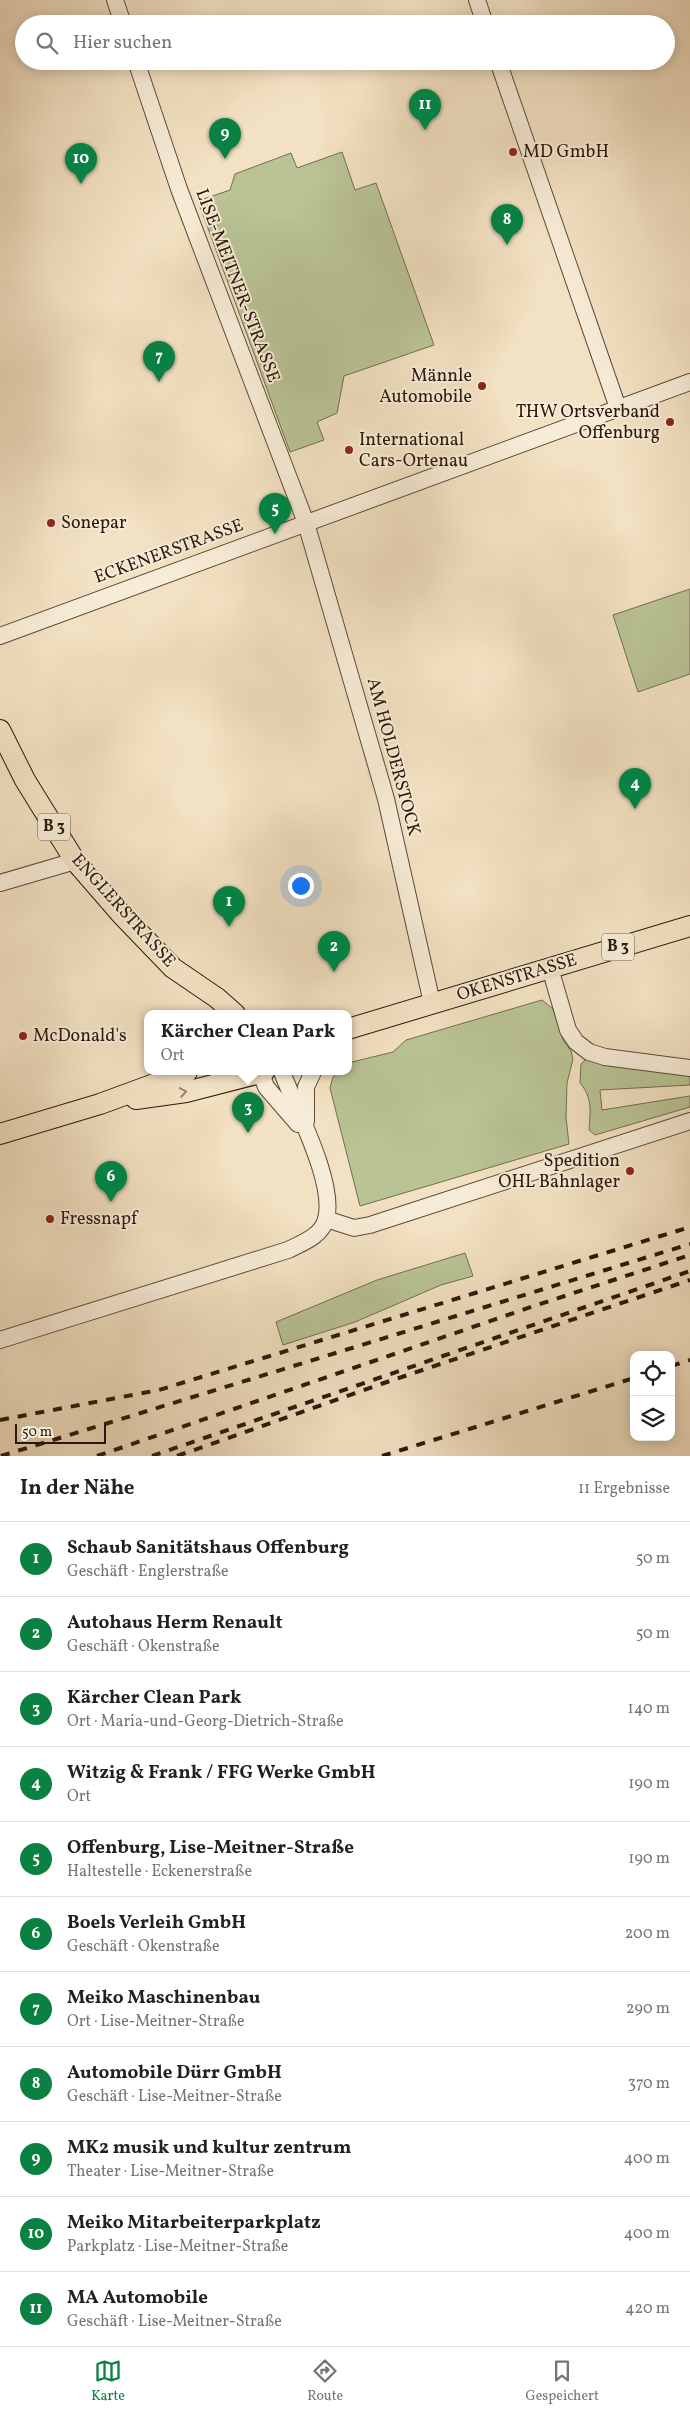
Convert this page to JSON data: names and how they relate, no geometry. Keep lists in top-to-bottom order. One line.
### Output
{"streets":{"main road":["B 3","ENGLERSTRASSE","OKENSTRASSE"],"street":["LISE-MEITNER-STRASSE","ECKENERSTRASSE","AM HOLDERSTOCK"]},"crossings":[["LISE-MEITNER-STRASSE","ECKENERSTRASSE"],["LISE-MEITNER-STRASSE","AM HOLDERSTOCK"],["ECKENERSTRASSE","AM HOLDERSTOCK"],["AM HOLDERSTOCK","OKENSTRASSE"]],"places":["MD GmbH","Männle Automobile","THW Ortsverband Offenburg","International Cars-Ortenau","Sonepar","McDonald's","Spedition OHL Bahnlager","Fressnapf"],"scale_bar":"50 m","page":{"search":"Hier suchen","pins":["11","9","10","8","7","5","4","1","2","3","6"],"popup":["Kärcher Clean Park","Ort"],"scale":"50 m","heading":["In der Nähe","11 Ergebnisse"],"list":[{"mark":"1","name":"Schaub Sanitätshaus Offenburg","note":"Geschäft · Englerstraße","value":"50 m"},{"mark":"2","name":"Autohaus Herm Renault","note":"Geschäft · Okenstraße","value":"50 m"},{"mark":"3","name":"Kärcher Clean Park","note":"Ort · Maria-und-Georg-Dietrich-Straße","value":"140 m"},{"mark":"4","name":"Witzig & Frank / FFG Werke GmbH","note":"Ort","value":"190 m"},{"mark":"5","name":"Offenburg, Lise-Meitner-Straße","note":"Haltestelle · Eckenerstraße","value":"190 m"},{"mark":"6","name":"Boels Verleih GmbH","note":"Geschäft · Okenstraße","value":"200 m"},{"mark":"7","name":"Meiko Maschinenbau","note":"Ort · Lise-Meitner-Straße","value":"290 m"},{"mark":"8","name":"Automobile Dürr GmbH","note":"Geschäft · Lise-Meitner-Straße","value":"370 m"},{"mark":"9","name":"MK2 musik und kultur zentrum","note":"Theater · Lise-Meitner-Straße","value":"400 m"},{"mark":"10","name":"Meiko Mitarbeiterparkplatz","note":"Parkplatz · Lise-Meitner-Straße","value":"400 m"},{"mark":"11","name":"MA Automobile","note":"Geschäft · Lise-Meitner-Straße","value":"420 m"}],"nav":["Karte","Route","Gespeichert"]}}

## [Work request]
Could you repeat all of the data exactly, minus the pictures?

## [Output for this exercise]
Convert this page to JSON data: names and how they relate, no geometry. Keep lists in top-to-bottom order. One line.
### Output
{"streets":{"main road":["B 3","ENGLERSTRASSE","OKENSTRASSE"],"street":["LISE-MEITNER-STRASSE","ECKENERSTRASSE","AM HOLDERSTOCK"]},"crossings":[["LISE-MEITNER-STRASSE","ECKENERSTRASSE"],["LISE-MEITNER-STRASSE","AM HOLDERSTOCK"],["ECKENERSTRASSE","AM HOLDERSTOCK"],["AM HOLDERSTOCK","OKENSTRASSE"]],"places":["MD GmbH","Männle Automobile","THW Ortsverband Offenburg","International Cars-Ortenau","Sonepar","McDonald's","Spedition OHL Bahnlager","Fressnapf"],"scale_bar":"50 m","page":{"search":"Hier suchen","pins":["11","9","10","8","7","5","4","1","2","3","6"],"popup":["Kärcher Clean Park","Ort"],"scale":"50 m","heading":["In der Nähe","11 Ergebnisse"],"list":[{"mark":"1","name":"Schaub Sanitätshaus Offenburg","note":"Geschäft · Englerstraße","value":"50 m"},{"mark":"2","name":"Autohaus Herm Renault","note":"Geschäft · Okenstraße","value":"50 m"},{"mark":"3","name":"Kärcher Clean Park","note":"Ort · Maria-und-Georg-Dietrich-Straße","value":"140 m"},{"mark":"4","name":"Witzig & Frank / FFG Werke GmbH","note":"Ort","value":"190 m"},{"mark":"5","name":"Offenburg, Lise-Meitner-Straße","note":"Haltestelle · Eckenerstraße","value":"190 m"},{"mark":"6","name":"Boels Verleih GmbH","note":"Geschäft · Okenstraße","value":"200 m"},{"mark":"7","name":"Meiko Maschinenbau","note":"Ort · Lise-Meitner-Straße","value":"290 m"},{"mark":"8","name":"Automobile Dürr GmbH","note":"Geschäft · Lise-Meitner-Straße","value":"370 m"},{"mark":"9","name":"MK2 musik und kultur zentrum","note":"Theater · Lise-Meitner-Straße","value":"400 m"},{"mark":"10","name":"Meiko Mitarbeiterparkplatz","note":"Parkplatz · Lise-Meitner-Straße","value":"400 m"},{"mark":"11","name":"MA Automobile","note":"Geschäft · Lise-Meitner-Straße","value":"420 m"}],"nav":["Karte","Route","Gespeichert"]}}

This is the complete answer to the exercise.